Gameromancer è il mio giocattolo. Un giocattolo per cui ho fatto i capricci fin dall’apertura di I Love Videogames e che l’anno scorso, finalmente, sono riuscito a far partire con la complicità di quello scappato di casa che risponde al nome di Antonino Lupo e della squadra che ho trascinato dietro al podcast. Ma è con quest’anno che Gameromancer è veramente esploso, diventando il prodotto che volevo che diventasse: abbiamo trovato una formula che sembra funzionare, siamo decisamente meno “rigidi” – anzi, a volte caghiamo fuori dal vaso da questo punto di vista – e soprattutto ci siamo tolti tantissime soddisfazioni. È stato davvero un piacere avere in puntata Dr. Game per parlare di questo ritorno degli anni ’90, ed è stato dannatamente figo passare un’oretta e spiccioli in compagnia di Alessandro Taini. Cioè, ho (più o meno) intervistato l’Art Director di DmC Devil May Cry, quasi non ci si crede. E ho parlato con lui di quello che al momento è il progetto più interessante della generazione…

 

5. Hellblade
Perché un gioco, almeno uno, doveva finire in top 10
Il progetto più importante dell’anno, e il mio GOTY (assieme a Superhot VR)

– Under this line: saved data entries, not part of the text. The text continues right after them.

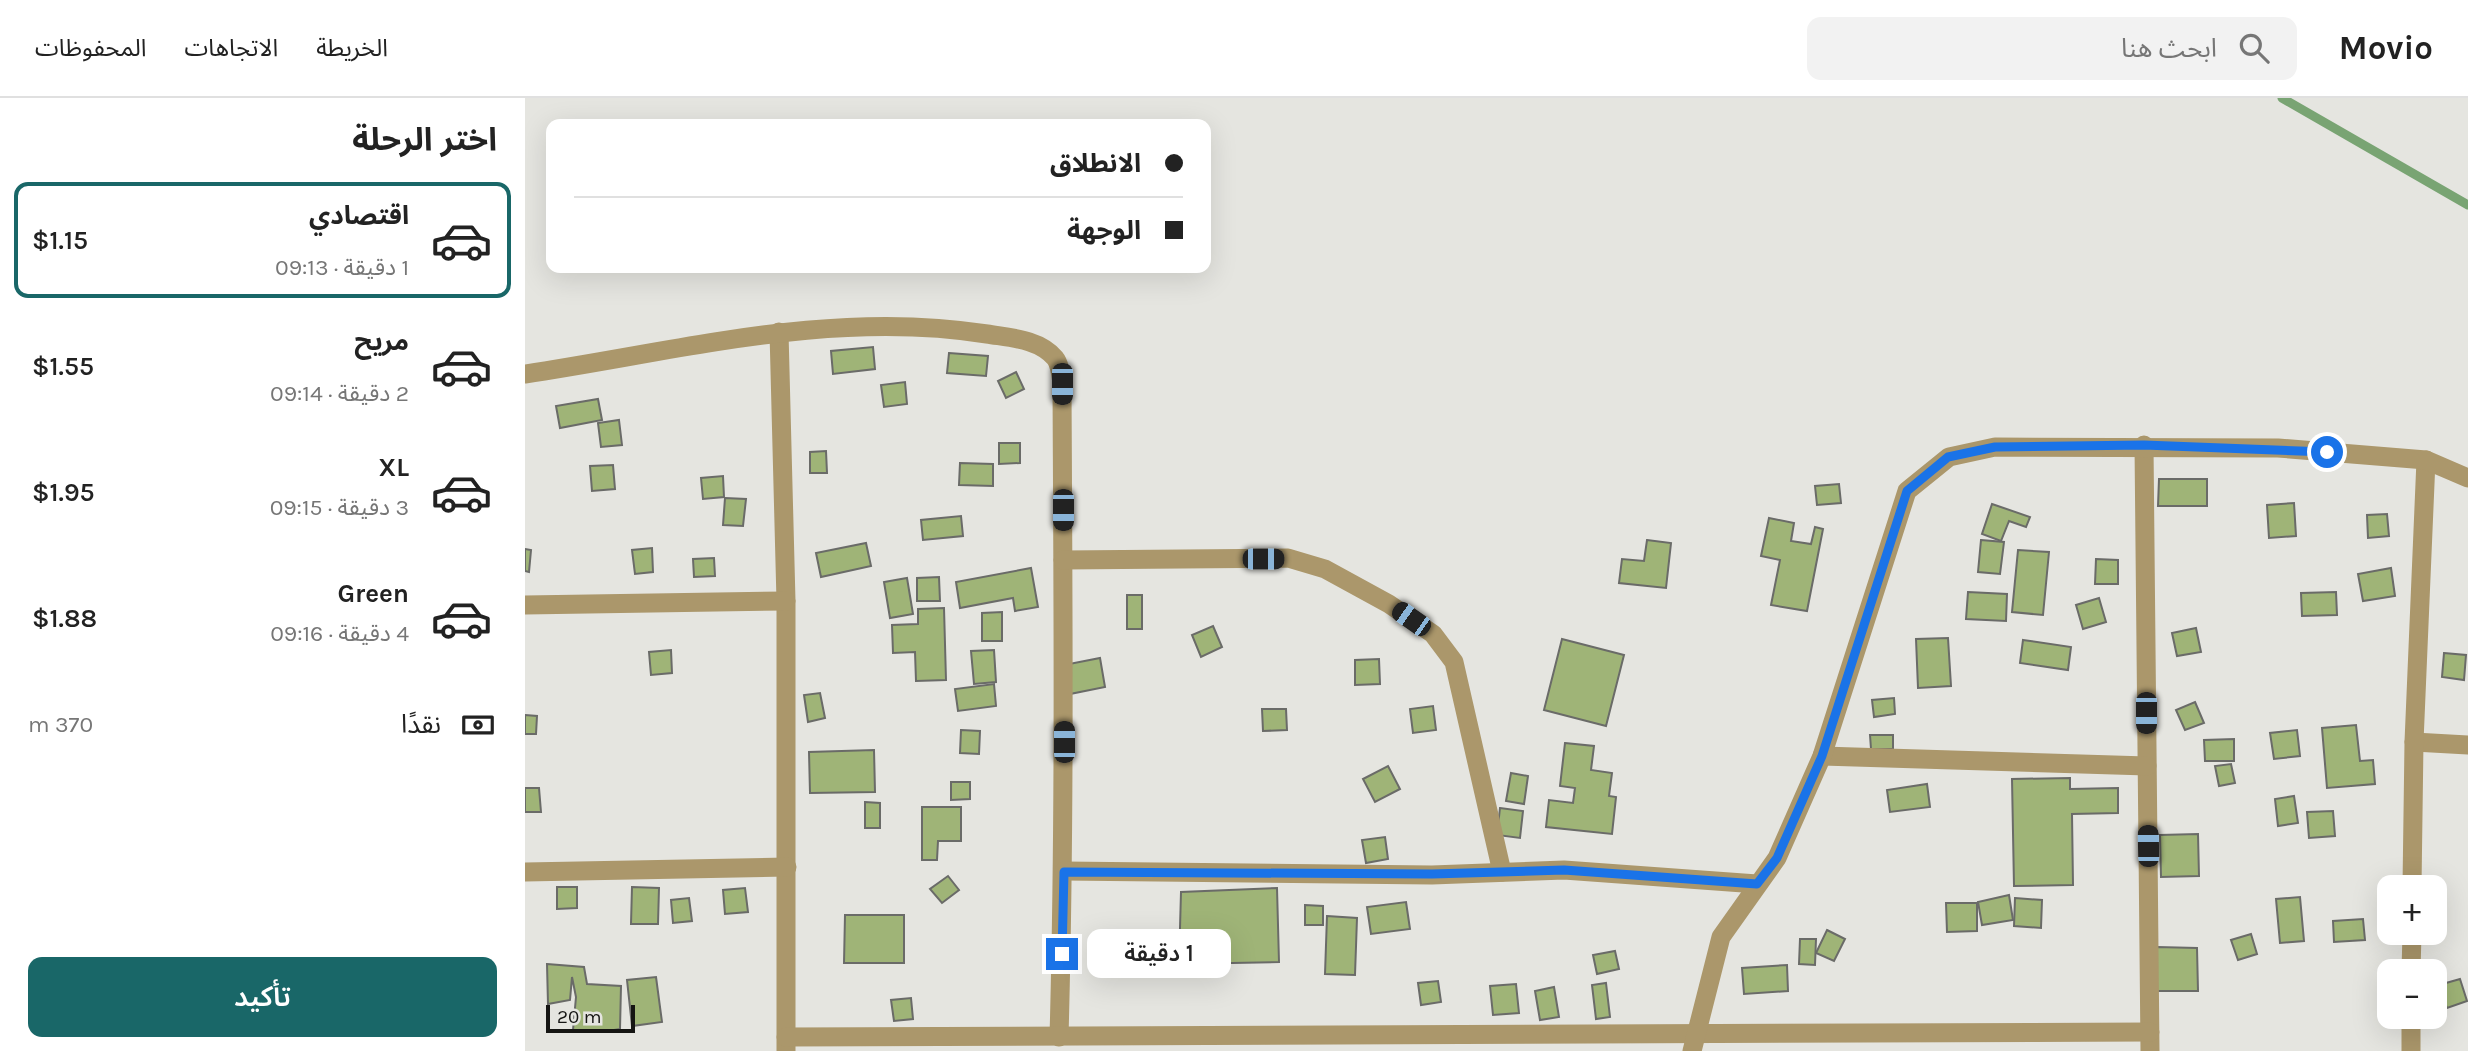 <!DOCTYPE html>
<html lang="ar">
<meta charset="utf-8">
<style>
body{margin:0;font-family:Karla,"Noto Sans Arabic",sans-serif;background:#f2f2f2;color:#222;direction:rtl;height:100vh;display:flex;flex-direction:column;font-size:26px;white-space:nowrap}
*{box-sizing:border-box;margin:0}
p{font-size:23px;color:#767676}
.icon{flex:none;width:38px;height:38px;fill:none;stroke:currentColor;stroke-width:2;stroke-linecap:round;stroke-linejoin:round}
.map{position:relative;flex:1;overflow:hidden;direction:ltr}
.sheet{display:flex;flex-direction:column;background:#fff;width:525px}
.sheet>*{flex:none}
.banner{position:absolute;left:21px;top:21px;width:665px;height:154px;border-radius:14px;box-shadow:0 7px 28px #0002;direction:rtl;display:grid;align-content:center;height:154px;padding:0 28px;background:#fff}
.fabs{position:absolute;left:1852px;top:777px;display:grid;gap:14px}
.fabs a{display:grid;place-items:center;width:70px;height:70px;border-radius:14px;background:#fff;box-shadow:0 7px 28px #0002;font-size:35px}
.scale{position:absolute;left:21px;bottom:18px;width:89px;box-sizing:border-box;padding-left:7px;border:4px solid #151513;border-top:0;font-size:19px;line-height:24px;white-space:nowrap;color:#151513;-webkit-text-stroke:5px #e5e5e0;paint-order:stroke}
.end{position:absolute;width:32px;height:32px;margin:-16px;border:9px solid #1a73e8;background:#fff;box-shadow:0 0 0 4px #fff}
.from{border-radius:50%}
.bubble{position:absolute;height:49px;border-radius:14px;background:#fff;box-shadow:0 7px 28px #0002;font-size:23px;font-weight:600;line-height:49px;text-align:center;direction:rtl}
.car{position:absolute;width:21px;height:42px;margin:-21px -10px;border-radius:9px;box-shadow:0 0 5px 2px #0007;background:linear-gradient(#222 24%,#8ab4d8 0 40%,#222 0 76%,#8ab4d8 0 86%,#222 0)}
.banner b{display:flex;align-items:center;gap:24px;height:66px;font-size:26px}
.banner b+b{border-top:2px solid #e0e0e0}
.banner i{width:18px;height:18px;background:#222}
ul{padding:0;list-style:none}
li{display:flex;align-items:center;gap:21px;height:116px;margin:0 14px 10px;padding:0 14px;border:4px solid transparent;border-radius:14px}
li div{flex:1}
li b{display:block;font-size:26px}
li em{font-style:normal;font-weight:600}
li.selected{border-color:#196768}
li>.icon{width:63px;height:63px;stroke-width:1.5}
h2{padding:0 28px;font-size:32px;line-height:84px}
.pay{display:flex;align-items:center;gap:18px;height:77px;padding:0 28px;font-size:26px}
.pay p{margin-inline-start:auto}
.cta{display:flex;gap:14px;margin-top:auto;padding:14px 28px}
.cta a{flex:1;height:80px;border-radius:14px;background:#196768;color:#fff;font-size:28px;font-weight:600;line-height:80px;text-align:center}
header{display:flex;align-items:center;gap:42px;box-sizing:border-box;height:98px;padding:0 35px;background:#fff;border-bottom:2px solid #e0e0e0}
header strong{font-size:33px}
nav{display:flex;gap:38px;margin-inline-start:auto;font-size:24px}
.search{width:490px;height:63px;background:#f2f2f2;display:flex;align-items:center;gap:18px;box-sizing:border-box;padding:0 24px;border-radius:14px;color:#767676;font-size:26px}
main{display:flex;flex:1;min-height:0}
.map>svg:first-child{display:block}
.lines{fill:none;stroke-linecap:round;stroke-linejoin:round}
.stream{stroke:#79a473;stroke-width:9}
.building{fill:#9fb477;stroke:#6a6b68;stroke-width:2}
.minor{stroke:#ab976b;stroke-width:19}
.route{stroke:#1a73e8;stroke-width:9}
</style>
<header>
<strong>Movio</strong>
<div class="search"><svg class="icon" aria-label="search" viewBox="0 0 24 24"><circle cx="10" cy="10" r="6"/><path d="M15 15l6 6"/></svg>ابحث هنا</div>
<nav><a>الخريطة</a><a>الاتجاهات</a><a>المحفوظات</a></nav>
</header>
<main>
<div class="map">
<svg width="1943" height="953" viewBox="0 0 1943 953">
<rect width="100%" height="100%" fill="#e5e5e0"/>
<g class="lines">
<path class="stream" d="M 1757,0 L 1943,107"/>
</g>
<g class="building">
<path d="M 348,249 L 350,271 L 308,276 L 306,253 Z"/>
<path d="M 424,255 L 463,258 L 461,278 L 422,275 Z"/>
<path d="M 491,274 L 499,291 L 481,300 L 473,283 Z"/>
<path d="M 380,284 L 382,306 L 359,309 L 356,287 Z"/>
<path d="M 73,301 L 77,322 L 35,330 L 31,308 Z"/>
<path d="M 94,322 L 97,347 L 76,349 L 73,325 Z"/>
<path d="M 474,345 L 495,345 L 495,365 L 474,366 Z"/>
<path d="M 301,353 L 302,375 L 285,375 L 285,354 Z"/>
<path d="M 435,365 L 468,366 L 468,388 L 434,387 Z"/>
<path d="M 88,367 L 90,391 L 67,393 L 65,368 Z"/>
<path d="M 198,378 L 199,399 L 178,401 L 176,380 Z"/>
<path d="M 1634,381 L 1682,381 L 1682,408 L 1633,408 Z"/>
<path d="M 1314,386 L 1316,405 L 1292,407 L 1290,388 Z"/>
<path d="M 200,400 L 221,401 L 218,428 L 198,427 Z"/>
<path d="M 1769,405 L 1771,438 L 1744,440 L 1742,407 Z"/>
<path d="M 1467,406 L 1505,419 L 1501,429 L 1484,423 L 1476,443 L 1457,436 Z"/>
<path d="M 1862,416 L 1864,438 L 1843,440 L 1842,417 Z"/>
<path d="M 436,418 L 438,438 L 398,442 L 396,422 Z"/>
<path d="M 1244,420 L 1269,425 L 1266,443 L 1286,446 L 1290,429 L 1298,431 L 1282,513 L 1246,507 L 1255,462 L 1236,458 Z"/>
<path d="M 1122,442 L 1146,445 L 1141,490 L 1094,485 L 1097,461 L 1119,463 Z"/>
<path d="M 1456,442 L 1479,444 L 1475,476 L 1453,474 Z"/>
<path d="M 341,445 L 346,468 L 296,479 L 291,455 Z"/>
<path d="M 127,450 L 128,474 L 110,476 L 107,452 Z"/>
<path d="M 0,451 L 6,452 L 4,474 L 0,473 Z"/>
<path d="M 1493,452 L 1524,454 L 1518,517 L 1487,514 Z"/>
<path d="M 189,460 L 190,478 L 169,479 L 168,461 Z"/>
<path d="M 1571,461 L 1593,462 L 1593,486 L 1570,486 Z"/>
<path d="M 506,470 L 513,509 L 490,513 L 488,500 L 435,510 L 431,484 Z"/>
<path d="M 1866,470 L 1870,498 L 1838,503 L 1833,476 Z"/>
<path d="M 414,479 L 415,503 L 392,503 L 392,480 Z"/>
<path d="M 382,480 L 388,516 L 365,520 L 359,484 Z"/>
<path d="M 1443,494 L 1482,496 L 1481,523 L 1441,521 Z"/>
<path d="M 1811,494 L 1812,517 L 1777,518 L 1776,495 Z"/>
<rect x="602" y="497" width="15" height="34"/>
<path d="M 1574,500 L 1581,524 L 1558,531 L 1551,507 Z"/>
<path d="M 419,510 L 421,582 L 391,583 L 390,554 L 368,555 L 367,527 L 393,526 L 393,511 Z"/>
<path d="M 477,514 L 477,543 L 457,543 L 457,515 Z"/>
<path d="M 688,528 L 697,549 L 676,559 L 667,537 Z"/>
<path d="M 1671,530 L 1676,554 L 1652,558 L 1647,535 Z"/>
<path d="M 1423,540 L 1426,588 L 1393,590 L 1391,541 Z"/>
<path d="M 1037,541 L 1099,557 L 1081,628 L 1019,612 Z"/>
<path d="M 1498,542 L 1546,549 L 1543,572 L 1495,565 Z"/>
<path d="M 146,552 L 147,575 L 126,577 L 124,554 Z"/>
<path d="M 469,552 L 471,584 L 449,586 L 446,553 Z"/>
<path d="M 1919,555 L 1941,557 L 1939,582 L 1917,579 Z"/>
<path d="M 575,560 L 580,589 L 545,596 L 539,567 Z"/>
<path d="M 854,561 L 855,586 L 830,587 L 830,562 Z"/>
<path d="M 469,586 L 471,608 L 433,613 L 430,591 Z"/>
<path d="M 295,595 L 300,620 L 283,624 L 279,597 Z"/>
<path d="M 1369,600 L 1370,616 L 1349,619 L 1347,602 Z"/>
<path d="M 1670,604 L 1679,625 L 1660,632 L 1651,612 Z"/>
<path d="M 908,608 L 911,632 L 888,635 L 885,611 Z"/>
<path d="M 737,611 L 761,611 L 762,632 L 738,633 Z"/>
<path d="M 0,617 L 12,618 L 11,636 L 0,636 Z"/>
<path d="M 1831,627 L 1835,663 L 1848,662 L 1850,686 L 1802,690 L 1797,630 Z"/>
<path d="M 436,632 L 455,633 L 454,656 L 435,655 Z"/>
<path d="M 1772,632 L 1775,658 L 1749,661 L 1745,635 Z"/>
<path d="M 1345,637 L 1368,637 L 1368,651 L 1346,651 Z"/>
<path d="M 1709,641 L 1709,663 L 1680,663 L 1679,642 Z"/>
<path d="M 1040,645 L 1069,648 L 1066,672 L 1087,675 L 1084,698 L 1091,699 L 1087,736 L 1021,729 L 1024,702 L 1048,705 L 1050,690 L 1035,688 Z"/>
<path d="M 349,652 L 350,694 L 285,695 L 284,654 Z"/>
<path d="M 1706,666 L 1710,685 L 1694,688 L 1690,668 Z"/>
<path d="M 863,668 L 875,691 L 850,704 L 838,681 Z"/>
<path d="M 986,675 L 1003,678 L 999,706 L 981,703 Z"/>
<path d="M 1545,680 L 1545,691 L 1593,690 L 1593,715 L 1547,716 L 1548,787 L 1489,788 L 1487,681 Z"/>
<path d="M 426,684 L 445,684 L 445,701 L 426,702 Z"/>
<path d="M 1402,686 L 1405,709 L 1365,714 L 1362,692 Z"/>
<path d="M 0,690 L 14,690 L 16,714 L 0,714 Z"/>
<path d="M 1769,698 L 1773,725 L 1753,728 L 1750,701 Z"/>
<path d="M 340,704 L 355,705 L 355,730 L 340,730 Z"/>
<path d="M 397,709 L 436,709 L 436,743 L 413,743 L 412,762 L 397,762 Z"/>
<path d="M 975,710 L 998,713 L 995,740 L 972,737 Z"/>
<path d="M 1808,713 L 1810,738 L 1784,740 L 1782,714 Z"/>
<path d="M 1673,736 L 1674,778 L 1636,779 L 1635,737 Z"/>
<path d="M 860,739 L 863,761 L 841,765 L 837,742 Z"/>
<path d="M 423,778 L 434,792 L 417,805 L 405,791 Z"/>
<path d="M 32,789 L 52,789 L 52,810 L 32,811 Z"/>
<path d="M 107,789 L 134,790 L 133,826 L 106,826 Z"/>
<path d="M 220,790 L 223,814 L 200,816 L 198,792 Z"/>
<path d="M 752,790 L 754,864 L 654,866 L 656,794 Z"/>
<path d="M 1484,797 L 1488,822 L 1457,827 L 1453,804 Z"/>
<path d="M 1775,799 L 1779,843 L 1755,845 L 1751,801 Z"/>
<path d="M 164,800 L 167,823 L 148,825 L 146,802 Z"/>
<path d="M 1490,800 L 1517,802 L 1516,830 L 1489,828 Z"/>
<path d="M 881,804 L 885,831 L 846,836 L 842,809 Z"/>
<path d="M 1421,805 L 1452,805 L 1452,833 L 1422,834 Z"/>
<path d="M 780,807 L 798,808 L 798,827 L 780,827 Z"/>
<path d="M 320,817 L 379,817 L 379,865 L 319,865 Z"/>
<path d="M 802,818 L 832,820 L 830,877 L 800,876 Z"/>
<path d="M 1838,821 L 1840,842 L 1809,844 L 1808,823 Z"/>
<path d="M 1302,832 L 1320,841 L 1309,863 L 1291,855 Z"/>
<path d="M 1726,836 L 1732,856 L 1713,862 L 1706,842 Z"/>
<path d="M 1275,841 L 1291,841 L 1290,867 L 1274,866 Z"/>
<path d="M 1632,849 L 1672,850 L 1673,893 L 1632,893 Z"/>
<path d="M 1090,853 L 1094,871 L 1072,876 L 1068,857 Z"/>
<path d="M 22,866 L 59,869 L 62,886 L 96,888 L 95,931 L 77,934 L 48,932 L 51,899 L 47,879 L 45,902 L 23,906 Z"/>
<path d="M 1262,867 L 1263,893 L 1219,896 L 1217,870 Z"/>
<path d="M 131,879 L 137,924 L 107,928 L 102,882 Z"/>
<path d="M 1935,881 L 1942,903 L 1922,910 L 1914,887 Z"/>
<path d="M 913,883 L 916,904 L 896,907 L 893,885 Z"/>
<path d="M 1081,885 L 1085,919 L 1071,921 L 1067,887 Z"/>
<path d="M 991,886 L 994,915 L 968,917 L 965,888 Z"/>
<path d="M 1029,889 L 1034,919 L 1015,922 L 1010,893 Z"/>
<path d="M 386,900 L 388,921 L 369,923 L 366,902 Z"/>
</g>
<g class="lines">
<g class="minor">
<path d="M 254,234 L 261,503 L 261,953"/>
<path d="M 0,276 C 154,253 307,211 462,236 C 486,240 514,241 530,260 C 535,266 536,278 537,286 C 538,503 540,721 534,939"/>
<path d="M 1619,347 L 1625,953"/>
<path d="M 538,462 L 763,460 L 800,471 L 864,506 L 908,536 L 929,564 L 977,774"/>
<path d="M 0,507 L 261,503"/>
<path d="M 1889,644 L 1943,647"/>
<path d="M 1297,658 L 1622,668"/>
<path d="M 539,773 L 907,777 L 1039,772 L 1232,786"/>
<path d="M 0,774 L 262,769"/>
<path d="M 1887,789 L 1889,644 L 1901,362"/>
<path d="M 1886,873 L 1887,835"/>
<path d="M 261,939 L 1625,934"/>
<path d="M 1167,953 L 1196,839 L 1252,760 L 1297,658 L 1382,393 L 1424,359 L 1470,349 L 1753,350 L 1901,362 L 1943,380"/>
<path d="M 1886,953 L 1886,919"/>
</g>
</g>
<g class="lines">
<path class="route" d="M 537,856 L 539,774 L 907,776 L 1039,772 L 1232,786 L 1252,760 L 1297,658 L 1382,393 L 1423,359 L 1470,349 L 1619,347 L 1802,354"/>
</g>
</svg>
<div class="fabs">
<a>+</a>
<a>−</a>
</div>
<div class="scale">20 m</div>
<i class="end from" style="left:1802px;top:354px"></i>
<i class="end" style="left:537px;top:856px"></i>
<div class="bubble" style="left:562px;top:831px;width:144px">1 دقيقة</div>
<i class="car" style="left:537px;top:286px;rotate:180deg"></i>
<i class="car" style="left:538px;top:412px;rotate:180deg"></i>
<i class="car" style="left:738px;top:461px;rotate:90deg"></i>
<i class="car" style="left:886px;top:521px;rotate:305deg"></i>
<i class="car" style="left:1621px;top:615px;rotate:180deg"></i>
<i class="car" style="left:539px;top:644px;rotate:0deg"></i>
<i class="car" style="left:1623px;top:748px;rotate:359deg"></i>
<div class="banner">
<b><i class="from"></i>الانطلاق</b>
<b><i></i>الوجهة</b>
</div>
</div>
<section class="sheet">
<h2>اختر الرحلة</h2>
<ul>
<li class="selected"><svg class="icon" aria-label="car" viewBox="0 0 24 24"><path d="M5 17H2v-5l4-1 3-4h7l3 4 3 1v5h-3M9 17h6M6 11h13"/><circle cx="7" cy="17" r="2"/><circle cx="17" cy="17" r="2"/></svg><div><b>اقتصادي</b><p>1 دقيقة · 09:13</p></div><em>$1.15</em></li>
<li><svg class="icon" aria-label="car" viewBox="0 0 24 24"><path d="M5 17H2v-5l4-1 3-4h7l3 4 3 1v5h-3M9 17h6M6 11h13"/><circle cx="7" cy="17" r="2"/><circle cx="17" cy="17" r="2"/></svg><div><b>مريح</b><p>2 دقيقة · 09:14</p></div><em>$1.55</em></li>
<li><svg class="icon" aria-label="car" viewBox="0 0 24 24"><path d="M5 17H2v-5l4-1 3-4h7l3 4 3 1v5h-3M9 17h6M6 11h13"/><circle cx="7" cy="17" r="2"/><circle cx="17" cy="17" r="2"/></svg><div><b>XL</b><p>3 دقيقة · 09:15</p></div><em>$1.95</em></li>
<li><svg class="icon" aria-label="car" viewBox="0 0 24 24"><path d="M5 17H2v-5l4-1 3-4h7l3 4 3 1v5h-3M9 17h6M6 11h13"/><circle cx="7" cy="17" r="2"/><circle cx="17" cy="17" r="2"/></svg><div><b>Green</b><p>4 دقيقة · 09:16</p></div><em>$1.88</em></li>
</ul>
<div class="pay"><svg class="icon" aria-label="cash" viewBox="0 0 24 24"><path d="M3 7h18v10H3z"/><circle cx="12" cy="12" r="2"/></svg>نقدًا<p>370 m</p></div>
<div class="cta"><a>تأكيد</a></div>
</section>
</main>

Quanto vi ho già annoiato con Hellblade? Prova di maturità (superata con un 100 e lode) di tutto il movimento indie, primo titolo dell’iniziativa #GiocoCopertina portata avanti in collaborazione con i nostri Umpa Lumpa dei Social Network e, al di là di tutto, giocone ispirato come non ne giocavo veramente da troppo tempo. Per quanto mi riguarda c’è un Avanti Hellblade ed un Dopo Hellblade quando si parla di mercato indipendente, e chiunque da oggi decida di fare un videogioco dovrà scontrarsi con l’evidenza dei fatti: si possono fare i soldi – e sfidare a testa alta i grandi nomi dell’industria – anche senza nessuno alle spalle, e la povertà di mezzi in cui si tira su il proprio progetto assomiglierà sempre di più ad una coperta troppo corta, per nascondere i difetti dietro un’idea. Quest’anno mi avete sentire dire spesso che Breath of the Wild è uno dei videogiochi più significativi dell’ultima decade: Hellblade probabilmente lo è anche di più, perché dal punto di vista filosofico è la c*zzo di svolta.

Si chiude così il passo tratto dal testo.